Task data
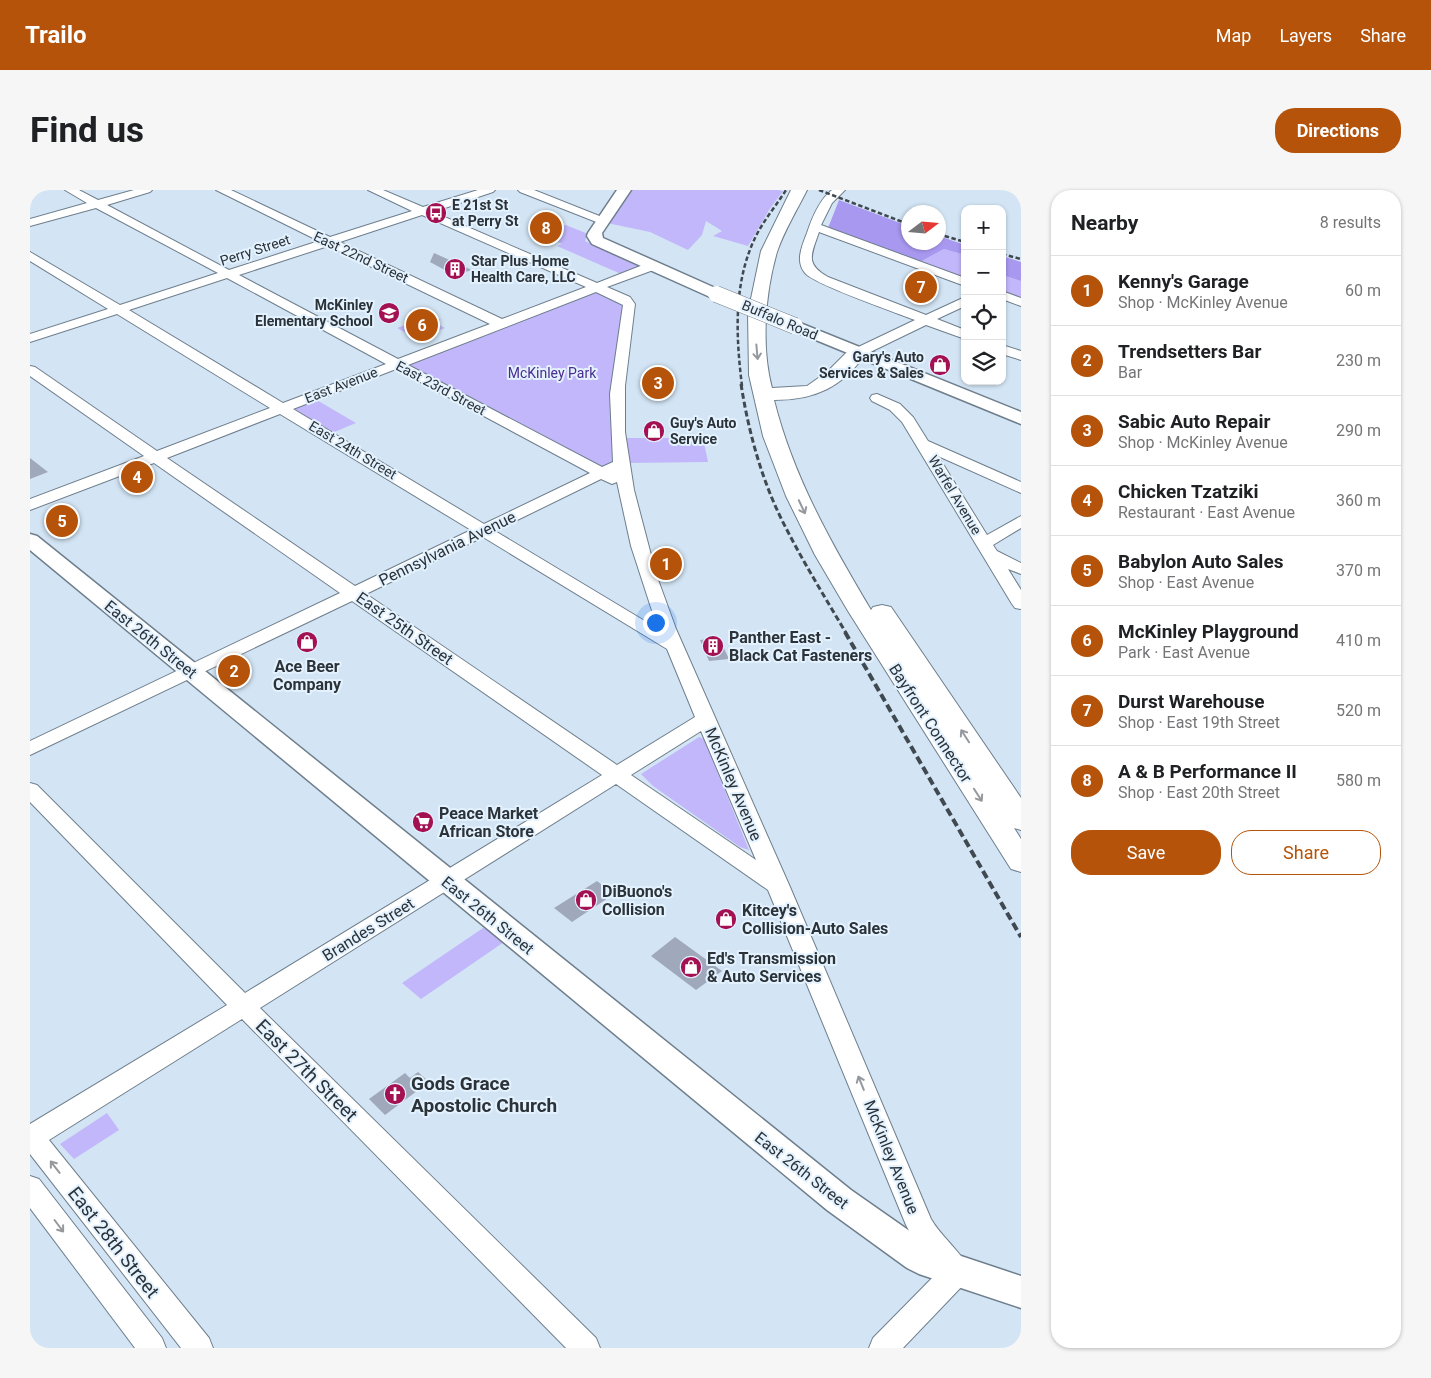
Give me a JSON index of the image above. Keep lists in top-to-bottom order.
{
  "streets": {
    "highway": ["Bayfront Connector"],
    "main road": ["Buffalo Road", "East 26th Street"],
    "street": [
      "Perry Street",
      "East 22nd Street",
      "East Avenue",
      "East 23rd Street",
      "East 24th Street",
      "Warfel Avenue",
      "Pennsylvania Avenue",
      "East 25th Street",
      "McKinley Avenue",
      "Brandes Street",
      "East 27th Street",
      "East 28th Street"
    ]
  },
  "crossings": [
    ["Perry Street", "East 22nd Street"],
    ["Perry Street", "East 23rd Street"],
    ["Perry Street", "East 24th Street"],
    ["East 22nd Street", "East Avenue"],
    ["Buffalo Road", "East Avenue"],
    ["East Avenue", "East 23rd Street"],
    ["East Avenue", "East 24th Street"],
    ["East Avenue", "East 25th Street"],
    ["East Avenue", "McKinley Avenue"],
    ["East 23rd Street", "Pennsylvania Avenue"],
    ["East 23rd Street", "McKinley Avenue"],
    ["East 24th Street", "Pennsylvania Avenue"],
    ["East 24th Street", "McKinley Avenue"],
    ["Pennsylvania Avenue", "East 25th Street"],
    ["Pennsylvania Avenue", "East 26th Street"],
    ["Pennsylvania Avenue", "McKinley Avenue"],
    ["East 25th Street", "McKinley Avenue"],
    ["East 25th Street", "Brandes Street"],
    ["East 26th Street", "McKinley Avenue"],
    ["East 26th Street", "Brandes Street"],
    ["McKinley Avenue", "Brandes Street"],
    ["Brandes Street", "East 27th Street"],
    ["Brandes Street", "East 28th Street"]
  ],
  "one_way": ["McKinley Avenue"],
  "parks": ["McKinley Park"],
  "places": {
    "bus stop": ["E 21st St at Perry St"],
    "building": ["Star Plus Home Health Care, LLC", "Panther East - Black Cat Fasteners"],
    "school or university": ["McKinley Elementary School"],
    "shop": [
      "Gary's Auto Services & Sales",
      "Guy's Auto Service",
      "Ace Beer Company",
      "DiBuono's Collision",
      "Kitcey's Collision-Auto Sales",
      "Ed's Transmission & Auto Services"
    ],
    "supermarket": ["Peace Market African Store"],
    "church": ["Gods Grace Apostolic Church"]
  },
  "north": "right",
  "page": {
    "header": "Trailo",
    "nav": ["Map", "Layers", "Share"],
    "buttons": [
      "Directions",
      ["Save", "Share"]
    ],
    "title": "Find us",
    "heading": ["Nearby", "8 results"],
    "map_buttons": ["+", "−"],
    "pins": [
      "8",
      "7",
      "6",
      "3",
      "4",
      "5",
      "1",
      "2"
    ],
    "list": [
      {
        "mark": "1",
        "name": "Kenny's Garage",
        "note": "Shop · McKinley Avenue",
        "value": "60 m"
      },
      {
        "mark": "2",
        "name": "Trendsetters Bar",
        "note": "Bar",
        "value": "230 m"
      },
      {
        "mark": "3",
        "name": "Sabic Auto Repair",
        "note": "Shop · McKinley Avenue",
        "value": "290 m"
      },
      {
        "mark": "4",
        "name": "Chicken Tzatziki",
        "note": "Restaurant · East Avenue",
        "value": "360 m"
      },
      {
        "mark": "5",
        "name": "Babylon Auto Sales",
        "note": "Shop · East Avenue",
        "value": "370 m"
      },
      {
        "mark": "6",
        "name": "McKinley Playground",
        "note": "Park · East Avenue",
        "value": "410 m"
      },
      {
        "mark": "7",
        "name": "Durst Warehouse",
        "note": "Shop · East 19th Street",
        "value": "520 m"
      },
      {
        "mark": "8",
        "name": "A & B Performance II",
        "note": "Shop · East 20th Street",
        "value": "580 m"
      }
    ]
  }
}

Action item
Reproduce the data exactly, please, and omit its pictures.

Exercise solution
Give me a JSON index of the image above. Keep lists in top-to-bottom order.
{
  "streets": {
    "highway": ["Bayfront Connector"],
    "main road": ["Buffalo Road", "East 26th Street"],
    "street": [
      "Perry Street",
      "East 22nd Street",
      "East Avenue",
      "East 23rd Street",
      "East 24th Street",
      "Warfel Avenue",
      "Pennsylvania Avenue",
      "East 25th Street",
      "McKinley Avenue",
      "Brandes Street",
      "East 27th Street",
      "East 28th Street"
    ]
  },
  "crossings": [
    ["Perry Street", "East 22nd Street"],
    ["Perry Street", "East 23rd Street"],
    ["Perry Street", "East 24th Street"],
    ["East 22nd Street", "East Avenue"],
    ["Buffalo Road", "East Avenue"],
    ["East Avenue", "East 23rd Street"],
    ["East Avenue", "East 24th Street"],
    ["East Avenue", "East 25th Street"],
    ["East Avenue", "McKinley Avenue"],
    ["East 23rd Street", "Pennsylvania Avenue"],
    ["East 23rd Street", "McKinley Avenue"],
    ["East 24th Street", "Pennsylvania Avenue"],
    ["East 24th Street", "McKinley Avenue"],
    ["Pennsylvania Avenue", "East 25th Street"],
    ["Pennsylvania Avenue", "East 26th Street"],
    ["Pennsylvania Avenue", "McKinley Avenue"],
    ["East 25th Street", "McKinley Avenue"],
    ["East 25th Street", "Brandes Street"],
    ["East 26th Street", "McKinley Avenue"],
    ["East 26th Street", "Brandes Street"],
    ["McKinley Avenue", "Brandes Street"],
    ["Brandes Street", "East 27th Street"],
    ["Brandes Street", "East 28th Street"]
  ],
  "one_way": ["McKinley Avenue"],
  "parks": ["McKinley Park"],
  "places": {
    "bus stop": ["E 21st St at Perry St"],
    "building": ["Star Plus Home Health Care, LLC", "Panther East - Black Cat Fasteners"],
    "school or university": ["McKinley Elementary School"],
    "shop": [
      "Gary's Auto Services & Sales",
      "Guy's Auto Service",
      "Ace Beer Company",
      "DiBuono's Collision",
      "Kitcey's Collision-Auto Sales",
      "Ed's Transmission & Auto Services"
    ],
    "supermarket": ["Peace Market African Store"],
    "church": ["Gods Grace Apostolic Church"]
  },
  "north": "right",
  "page": {
    "header": "Trailo",
    "nav": ["Map", "Layers", "Share"],
    "buttons": [
      "Directions",
      ["Save", "Share"]
    ],
    "title": "Find us",
    "heading": ["Nearby", "8 results"],
    "map_buttons": ["+", "−"],
    "pins": [
      "8",
      "7",
      "6",
      "3",
      "4",
      "5",
      "1",
      "2"
    ],
    "list": [
      {
        "mark": "1",
        "name": "Kenny's Garage",
        "note": "Shop · McKinley Avenue",
        "value": "60 m"
      },
      {
        "mark": "2",
        "name": "Trendsetters Bar",
        "note": "Bar",
        "value": "230 m"
      },
      {
        "mark": "3",
        "name": "Sabic Auto Repair",
        "note": "Shop · McKinley Avenue",
        "value": "290 m"
      },
      {
        "mark": "4",
        "name": "Chicken Tzatziki",
        "note": "Restaurant · East Avenue",
        "value": "360 m"
      },
      {
        "mark": "5",
        "name": "Babylon Auto Sales",
        "note": "Shop · East Avenue",
        "value": "370 m"
      },
      {
        "mark": "6",
        "name": "McKinley Playground",
        "note": "Park · East Avenue",
        "value": "410 m"
      },
      {
        "mark": "7",
        "name": "Durst Warehouse",
        "note": "Shop · East 19th Street",
        "value": "520 m"
      },
      {
        "mark": "8",
        "name": "A & B Performance II",
        "note": "Shop · East 20th Street",
        "value": "580 m"
      }
    ]
  }
}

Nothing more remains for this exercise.